Error while training tensorflow object detection about checkpoint error

Question

I have a problem about tensorflow training part.

speci:

tensorflow-gpu= 2.2.0

python= 3.7.9

cuda= 10.1

cdnn= 7.6.- (ı dont remember but it is ok with cuda).
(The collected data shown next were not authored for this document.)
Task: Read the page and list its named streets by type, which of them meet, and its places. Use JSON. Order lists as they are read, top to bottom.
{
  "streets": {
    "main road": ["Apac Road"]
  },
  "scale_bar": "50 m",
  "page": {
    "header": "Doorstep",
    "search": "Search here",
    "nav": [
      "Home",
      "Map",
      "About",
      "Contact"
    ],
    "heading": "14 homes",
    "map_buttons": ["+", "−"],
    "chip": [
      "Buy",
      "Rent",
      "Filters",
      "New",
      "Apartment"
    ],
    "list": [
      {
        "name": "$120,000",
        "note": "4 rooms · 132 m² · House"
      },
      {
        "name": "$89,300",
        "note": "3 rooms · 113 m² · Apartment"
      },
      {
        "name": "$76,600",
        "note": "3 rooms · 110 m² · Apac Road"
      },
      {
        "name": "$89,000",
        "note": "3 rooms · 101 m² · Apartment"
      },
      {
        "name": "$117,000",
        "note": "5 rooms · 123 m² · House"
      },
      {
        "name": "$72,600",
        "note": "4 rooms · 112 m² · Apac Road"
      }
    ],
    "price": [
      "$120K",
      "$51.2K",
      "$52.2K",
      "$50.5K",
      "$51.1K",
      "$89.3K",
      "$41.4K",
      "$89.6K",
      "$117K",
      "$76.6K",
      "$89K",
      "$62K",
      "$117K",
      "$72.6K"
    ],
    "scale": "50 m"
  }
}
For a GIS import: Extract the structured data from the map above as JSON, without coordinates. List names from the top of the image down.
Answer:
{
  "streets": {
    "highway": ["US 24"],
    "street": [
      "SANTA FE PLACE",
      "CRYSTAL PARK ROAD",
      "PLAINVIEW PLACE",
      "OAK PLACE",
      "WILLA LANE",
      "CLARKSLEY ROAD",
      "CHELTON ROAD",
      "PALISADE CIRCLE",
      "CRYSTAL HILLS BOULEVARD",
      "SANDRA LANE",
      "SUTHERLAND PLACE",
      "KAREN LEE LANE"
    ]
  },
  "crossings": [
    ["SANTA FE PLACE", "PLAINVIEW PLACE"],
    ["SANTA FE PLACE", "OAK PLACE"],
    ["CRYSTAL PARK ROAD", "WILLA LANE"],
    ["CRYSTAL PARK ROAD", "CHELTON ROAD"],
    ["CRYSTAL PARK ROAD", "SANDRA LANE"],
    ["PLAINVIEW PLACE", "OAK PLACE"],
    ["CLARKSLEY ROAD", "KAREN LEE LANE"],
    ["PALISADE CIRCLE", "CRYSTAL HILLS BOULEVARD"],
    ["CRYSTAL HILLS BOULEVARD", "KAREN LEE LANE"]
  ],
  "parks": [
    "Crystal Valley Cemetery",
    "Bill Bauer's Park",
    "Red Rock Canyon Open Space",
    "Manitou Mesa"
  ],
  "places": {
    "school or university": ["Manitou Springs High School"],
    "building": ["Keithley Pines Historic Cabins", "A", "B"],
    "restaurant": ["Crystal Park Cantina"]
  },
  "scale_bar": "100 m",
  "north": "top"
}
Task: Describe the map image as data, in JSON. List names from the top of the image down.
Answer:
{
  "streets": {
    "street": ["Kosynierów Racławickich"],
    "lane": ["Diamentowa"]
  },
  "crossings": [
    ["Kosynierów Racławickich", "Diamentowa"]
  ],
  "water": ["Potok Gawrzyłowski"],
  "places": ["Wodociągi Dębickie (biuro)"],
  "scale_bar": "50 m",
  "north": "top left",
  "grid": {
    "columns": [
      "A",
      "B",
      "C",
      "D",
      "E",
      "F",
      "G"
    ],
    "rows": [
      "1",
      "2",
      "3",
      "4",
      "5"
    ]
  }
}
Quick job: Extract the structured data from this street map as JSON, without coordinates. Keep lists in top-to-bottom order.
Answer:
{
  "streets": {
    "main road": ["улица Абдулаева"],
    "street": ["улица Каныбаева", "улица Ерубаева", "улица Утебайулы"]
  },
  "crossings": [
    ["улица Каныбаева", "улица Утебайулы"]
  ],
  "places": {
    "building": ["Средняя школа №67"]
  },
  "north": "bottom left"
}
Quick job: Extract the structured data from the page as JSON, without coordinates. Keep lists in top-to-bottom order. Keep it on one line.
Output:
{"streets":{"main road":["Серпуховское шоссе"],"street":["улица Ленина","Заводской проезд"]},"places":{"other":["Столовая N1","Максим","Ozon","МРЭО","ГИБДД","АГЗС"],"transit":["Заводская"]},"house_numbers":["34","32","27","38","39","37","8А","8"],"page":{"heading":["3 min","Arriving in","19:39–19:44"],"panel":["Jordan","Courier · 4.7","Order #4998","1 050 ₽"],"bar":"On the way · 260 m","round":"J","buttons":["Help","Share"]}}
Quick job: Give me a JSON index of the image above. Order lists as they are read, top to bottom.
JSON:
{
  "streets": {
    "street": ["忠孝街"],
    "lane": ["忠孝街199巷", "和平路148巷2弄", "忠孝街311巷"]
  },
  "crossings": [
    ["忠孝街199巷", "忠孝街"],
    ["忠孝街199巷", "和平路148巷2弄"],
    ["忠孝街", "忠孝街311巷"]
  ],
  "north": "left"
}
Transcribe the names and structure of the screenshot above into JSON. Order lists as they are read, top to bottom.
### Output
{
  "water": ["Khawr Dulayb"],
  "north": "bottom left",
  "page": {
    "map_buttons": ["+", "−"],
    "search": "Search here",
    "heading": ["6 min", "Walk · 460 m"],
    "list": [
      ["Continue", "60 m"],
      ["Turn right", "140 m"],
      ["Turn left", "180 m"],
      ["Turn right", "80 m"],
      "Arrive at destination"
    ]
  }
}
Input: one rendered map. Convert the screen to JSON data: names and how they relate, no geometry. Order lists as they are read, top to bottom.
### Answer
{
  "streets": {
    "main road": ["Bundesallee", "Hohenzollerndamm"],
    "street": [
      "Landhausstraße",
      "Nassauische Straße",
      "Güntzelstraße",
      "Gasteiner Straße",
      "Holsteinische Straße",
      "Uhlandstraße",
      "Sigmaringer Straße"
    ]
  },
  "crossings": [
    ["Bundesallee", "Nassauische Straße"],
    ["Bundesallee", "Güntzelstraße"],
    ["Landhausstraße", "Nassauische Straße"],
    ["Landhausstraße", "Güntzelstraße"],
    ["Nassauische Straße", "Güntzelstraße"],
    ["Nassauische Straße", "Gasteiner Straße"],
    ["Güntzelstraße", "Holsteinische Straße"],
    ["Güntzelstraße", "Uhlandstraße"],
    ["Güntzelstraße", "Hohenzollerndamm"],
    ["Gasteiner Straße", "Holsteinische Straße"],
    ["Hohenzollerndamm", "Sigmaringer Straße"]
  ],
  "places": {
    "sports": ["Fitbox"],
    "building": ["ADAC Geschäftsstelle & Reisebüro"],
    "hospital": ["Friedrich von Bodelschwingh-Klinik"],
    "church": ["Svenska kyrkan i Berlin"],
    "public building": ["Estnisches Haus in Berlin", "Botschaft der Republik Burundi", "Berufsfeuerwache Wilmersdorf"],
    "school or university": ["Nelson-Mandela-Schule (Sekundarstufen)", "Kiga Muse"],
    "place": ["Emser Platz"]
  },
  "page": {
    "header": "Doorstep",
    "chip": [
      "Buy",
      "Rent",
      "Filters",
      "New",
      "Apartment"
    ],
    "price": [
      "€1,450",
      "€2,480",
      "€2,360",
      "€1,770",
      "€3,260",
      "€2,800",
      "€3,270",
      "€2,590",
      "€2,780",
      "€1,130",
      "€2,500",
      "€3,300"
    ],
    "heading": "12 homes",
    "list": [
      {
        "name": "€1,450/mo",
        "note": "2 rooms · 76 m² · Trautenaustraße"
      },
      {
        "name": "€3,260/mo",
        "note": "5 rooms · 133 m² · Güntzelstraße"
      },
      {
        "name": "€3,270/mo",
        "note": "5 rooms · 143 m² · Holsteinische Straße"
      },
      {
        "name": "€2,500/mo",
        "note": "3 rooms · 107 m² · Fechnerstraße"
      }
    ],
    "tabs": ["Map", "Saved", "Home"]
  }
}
models= ssd_resnet101_v1_fpn_1024x1024_coco17_tpu-8 and efficientdet_d7_coco17_tpu-32

reference: https://tensorflow-object-detection-api-tutorial.readthedocs.io/en/latest/training.html

when I start to train it gives that error:

Traceback (most recent call last):
  File "model_main_tf2.py", line 113, in <module>
    tf.compat.v1.app.run()
  File "C:\Users\Nurullah\.conda\envs\tensorflow\lib\site-packages\tensorflow\python\platform\app.py", line 40, in run
    _run(main=main, argv=argv, flags_parser=_parse_flags_tolerate_undef)
  File "C:\Users\Nurullah\.conda\envs\tensorflow\lib\site-packages\absl\app.py", line 300, in run
    _run_main(main, args)
  File "C:\Users\Nurullah\.conda\envs\tensorflow\lib\site-packages\absl\app.py", line 251, in _run_main
    sys.exit(main(argv))
  File "model_main_tf2.py", line 110, in main
    record_summaries=FLAGS.record_summaries)
  File "C:\TensorFlow\models\research\object_detection\model_lib_v2.py", line 578, in train_loop
    ckpt, manager_dir, max_to_keep=checkpoint_max_to_keep)
  File "C:\Users\Nurullah\.conda\envs\tensorflow\lib\site-packages\tensorflow\python\training\checkpoint_management.py", line 635, in __init__
    recovered_state = get_checkpoint_state(directory)
  File "C:\Users\Nurullah\.conda\envs\tensorflow\lib\site-packages\tensorflow\python\training\checkpoint_management.py", line 279, in get_checkpoint_state
    coord_checkpoint_filename)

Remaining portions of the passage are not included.